Work order = Count the lines below containing "above"; state the number only.

** Provided material follows **

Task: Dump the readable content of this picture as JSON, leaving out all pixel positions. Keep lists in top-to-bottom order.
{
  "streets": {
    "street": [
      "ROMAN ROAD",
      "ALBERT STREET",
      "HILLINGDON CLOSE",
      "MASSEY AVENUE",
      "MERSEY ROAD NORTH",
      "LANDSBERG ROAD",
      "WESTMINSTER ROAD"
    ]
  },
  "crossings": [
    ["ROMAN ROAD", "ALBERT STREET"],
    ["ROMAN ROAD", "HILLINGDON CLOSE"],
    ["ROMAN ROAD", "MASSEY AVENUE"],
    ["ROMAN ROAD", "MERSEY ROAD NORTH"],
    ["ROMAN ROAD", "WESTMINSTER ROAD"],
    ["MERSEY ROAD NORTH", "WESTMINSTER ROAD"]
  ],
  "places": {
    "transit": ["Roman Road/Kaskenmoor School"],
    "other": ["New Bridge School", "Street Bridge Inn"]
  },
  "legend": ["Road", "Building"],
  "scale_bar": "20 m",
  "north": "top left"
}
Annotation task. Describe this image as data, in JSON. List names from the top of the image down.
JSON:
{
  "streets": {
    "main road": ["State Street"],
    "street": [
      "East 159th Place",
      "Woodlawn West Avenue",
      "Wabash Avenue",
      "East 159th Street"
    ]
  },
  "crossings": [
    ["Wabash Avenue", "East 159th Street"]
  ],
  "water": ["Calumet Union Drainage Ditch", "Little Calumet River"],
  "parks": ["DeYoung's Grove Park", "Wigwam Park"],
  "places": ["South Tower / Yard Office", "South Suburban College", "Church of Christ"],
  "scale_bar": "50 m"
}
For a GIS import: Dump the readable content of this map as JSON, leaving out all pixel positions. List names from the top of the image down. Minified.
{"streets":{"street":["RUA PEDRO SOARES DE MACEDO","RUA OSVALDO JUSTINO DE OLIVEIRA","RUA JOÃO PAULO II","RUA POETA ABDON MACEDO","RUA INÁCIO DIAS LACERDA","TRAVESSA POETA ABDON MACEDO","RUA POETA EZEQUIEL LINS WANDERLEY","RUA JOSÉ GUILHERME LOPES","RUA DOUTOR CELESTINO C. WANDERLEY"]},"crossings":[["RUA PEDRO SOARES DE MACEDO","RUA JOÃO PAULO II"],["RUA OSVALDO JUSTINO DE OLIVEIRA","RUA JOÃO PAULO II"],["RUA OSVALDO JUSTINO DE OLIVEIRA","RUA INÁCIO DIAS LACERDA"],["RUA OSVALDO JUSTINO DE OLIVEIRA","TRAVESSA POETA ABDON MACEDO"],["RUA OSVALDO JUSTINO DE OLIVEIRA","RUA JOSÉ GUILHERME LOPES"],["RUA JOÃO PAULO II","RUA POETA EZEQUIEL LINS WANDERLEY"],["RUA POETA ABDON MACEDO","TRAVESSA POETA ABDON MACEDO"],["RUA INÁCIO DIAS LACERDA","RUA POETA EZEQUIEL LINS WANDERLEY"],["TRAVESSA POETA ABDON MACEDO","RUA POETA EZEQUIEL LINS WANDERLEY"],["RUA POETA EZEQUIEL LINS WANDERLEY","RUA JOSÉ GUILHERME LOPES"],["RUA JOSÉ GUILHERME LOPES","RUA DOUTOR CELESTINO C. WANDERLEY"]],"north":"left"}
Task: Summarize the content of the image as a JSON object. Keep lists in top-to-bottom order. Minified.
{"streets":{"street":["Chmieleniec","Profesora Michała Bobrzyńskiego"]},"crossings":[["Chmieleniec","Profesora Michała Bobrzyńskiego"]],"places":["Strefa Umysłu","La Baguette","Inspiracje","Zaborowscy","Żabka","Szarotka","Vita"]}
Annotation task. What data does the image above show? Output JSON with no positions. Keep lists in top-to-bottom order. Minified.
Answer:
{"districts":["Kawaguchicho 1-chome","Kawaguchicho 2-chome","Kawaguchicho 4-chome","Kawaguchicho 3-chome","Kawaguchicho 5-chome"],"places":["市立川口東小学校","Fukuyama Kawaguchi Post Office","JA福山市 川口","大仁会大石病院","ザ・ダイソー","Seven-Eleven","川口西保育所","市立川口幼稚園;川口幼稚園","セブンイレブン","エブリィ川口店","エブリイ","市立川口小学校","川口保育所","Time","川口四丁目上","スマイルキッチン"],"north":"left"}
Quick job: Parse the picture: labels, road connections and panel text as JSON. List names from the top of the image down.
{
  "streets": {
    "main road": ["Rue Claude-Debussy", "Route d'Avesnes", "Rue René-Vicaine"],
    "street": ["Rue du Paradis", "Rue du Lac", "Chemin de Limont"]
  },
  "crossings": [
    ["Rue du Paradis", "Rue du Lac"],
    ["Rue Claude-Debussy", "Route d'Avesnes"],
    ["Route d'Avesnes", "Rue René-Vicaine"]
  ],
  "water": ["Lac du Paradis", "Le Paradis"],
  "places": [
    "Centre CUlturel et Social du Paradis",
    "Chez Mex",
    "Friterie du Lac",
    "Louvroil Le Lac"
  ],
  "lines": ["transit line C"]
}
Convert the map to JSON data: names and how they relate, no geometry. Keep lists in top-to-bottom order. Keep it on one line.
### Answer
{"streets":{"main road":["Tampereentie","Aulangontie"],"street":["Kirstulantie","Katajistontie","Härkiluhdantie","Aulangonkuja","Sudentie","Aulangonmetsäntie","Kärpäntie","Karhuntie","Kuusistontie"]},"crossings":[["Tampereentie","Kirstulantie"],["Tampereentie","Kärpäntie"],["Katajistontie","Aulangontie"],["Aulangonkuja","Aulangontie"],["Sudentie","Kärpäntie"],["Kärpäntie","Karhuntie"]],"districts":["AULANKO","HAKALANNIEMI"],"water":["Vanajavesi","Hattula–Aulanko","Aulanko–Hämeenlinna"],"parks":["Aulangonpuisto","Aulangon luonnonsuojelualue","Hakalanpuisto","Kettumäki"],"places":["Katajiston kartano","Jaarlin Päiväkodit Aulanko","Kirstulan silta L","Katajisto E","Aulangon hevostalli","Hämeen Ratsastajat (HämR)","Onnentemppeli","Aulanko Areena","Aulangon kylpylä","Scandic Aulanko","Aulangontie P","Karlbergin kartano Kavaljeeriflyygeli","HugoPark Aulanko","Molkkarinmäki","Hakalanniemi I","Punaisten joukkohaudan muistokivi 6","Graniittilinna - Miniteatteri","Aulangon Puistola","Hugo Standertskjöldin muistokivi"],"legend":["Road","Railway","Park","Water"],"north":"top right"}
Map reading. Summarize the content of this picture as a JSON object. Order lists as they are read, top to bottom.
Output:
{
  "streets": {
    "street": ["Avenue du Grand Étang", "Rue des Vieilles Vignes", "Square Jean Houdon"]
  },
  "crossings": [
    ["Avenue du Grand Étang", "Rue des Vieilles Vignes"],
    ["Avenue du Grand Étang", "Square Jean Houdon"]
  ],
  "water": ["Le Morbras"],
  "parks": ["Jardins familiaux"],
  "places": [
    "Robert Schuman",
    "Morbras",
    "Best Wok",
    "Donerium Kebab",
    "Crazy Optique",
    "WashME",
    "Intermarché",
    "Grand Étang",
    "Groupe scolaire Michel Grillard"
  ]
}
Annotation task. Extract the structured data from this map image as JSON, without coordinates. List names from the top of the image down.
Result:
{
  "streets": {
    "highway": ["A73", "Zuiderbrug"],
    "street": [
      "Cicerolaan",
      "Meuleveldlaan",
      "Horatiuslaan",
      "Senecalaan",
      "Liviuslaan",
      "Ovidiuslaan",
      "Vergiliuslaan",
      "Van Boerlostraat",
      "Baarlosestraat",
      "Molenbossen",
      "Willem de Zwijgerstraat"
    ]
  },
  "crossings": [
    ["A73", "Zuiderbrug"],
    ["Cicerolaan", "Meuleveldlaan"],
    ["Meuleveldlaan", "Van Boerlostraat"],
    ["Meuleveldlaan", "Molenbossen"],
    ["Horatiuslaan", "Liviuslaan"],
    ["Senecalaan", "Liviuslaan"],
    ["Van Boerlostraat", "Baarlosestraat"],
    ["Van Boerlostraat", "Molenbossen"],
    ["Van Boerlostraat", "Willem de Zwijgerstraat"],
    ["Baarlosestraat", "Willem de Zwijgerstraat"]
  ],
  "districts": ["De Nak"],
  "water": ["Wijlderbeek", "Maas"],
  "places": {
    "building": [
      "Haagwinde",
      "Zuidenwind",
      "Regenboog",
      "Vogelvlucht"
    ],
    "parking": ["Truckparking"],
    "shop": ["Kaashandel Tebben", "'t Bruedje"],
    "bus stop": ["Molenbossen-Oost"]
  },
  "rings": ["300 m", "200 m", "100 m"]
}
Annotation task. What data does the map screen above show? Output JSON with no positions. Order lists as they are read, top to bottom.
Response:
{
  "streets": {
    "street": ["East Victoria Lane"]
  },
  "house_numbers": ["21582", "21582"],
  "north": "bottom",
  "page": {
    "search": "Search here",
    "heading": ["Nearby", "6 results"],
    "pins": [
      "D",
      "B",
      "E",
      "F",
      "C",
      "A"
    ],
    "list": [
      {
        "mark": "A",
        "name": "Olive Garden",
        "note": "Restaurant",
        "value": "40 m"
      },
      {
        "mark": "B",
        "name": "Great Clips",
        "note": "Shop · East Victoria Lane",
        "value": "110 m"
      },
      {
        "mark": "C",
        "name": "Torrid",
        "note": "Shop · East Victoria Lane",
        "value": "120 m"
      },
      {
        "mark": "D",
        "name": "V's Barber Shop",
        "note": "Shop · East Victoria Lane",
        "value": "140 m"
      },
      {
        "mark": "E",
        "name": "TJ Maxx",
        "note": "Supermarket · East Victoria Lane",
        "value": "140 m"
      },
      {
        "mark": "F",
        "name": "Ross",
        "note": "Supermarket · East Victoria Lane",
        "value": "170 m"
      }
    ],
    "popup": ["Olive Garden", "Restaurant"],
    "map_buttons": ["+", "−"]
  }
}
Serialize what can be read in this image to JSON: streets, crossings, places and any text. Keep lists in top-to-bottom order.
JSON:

** End of Provided material **

Task answer = 2